#### What needs to be done:
Report all lines below with the word "image".

===== Data provided

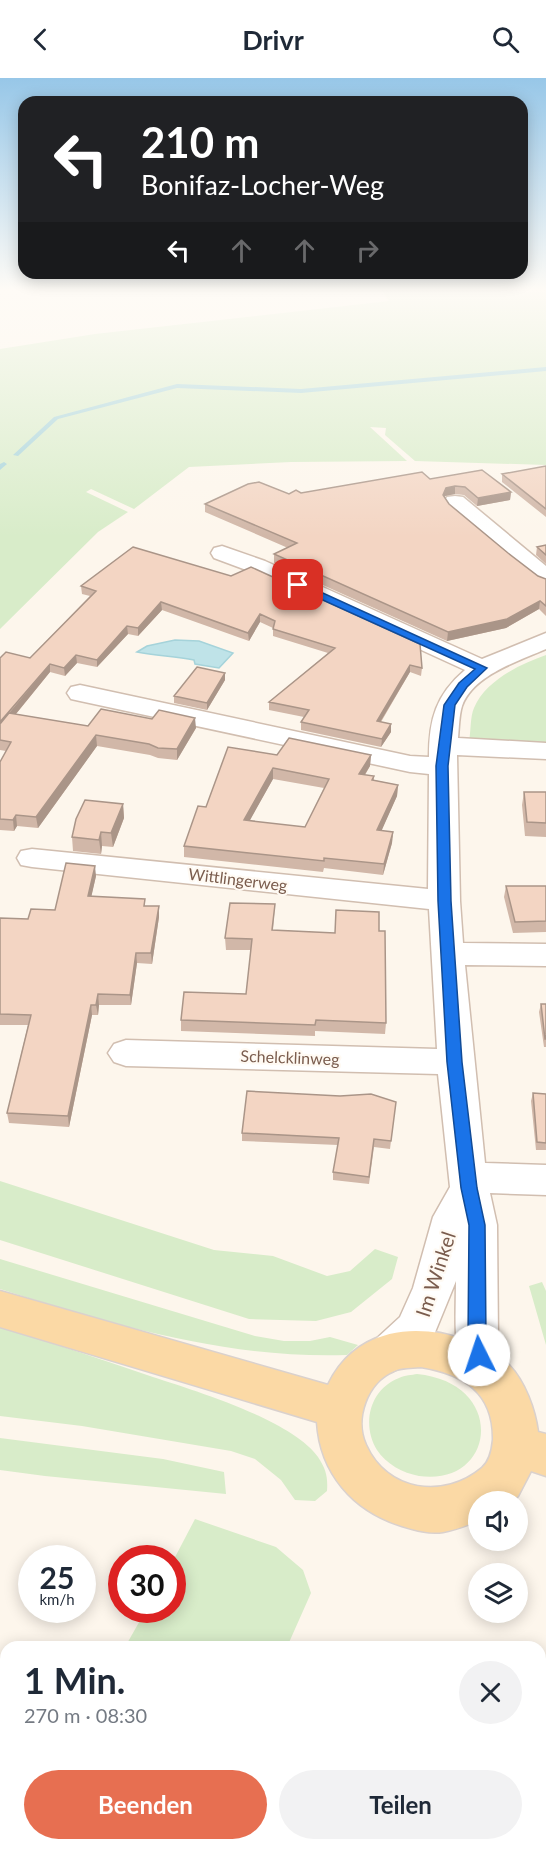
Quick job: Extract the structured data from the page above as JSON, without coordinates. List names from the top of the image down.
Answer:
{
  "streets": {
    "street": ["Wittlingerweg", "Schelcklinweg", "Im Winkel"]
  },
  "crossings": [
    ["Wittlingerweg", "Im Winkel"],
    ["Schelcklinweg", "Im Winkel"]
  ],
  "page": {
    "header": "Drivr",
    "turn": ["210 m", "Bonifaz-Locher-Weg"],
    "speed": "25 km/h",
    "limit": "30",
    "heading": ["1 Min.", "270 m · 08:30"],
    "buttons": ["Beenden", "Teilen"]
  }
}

==========
===== Data provided

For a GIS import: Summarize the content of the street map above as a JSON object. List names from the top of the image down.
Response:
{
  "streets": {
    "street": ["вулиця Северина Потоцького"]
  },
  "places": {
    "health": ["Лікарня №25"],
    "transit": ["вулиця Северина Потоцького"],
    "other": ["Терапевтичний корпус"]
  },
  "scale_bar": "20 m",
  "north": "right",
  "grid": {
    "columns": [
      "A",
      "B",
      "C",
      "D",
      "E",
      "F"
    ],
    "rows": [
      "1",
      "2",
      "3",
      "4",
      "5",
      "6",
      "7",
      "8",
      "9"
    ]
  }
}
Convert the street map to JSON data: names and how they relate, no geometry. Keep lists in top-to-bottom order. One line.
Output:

==========

#### Solved exercise:
Quick job: Extract the structured data from the page above as JSON, without coordinates. List names from the top of the image down.
For a GIS import: Summarize the content of the street map above as a JSON object. List names from the top of the image down.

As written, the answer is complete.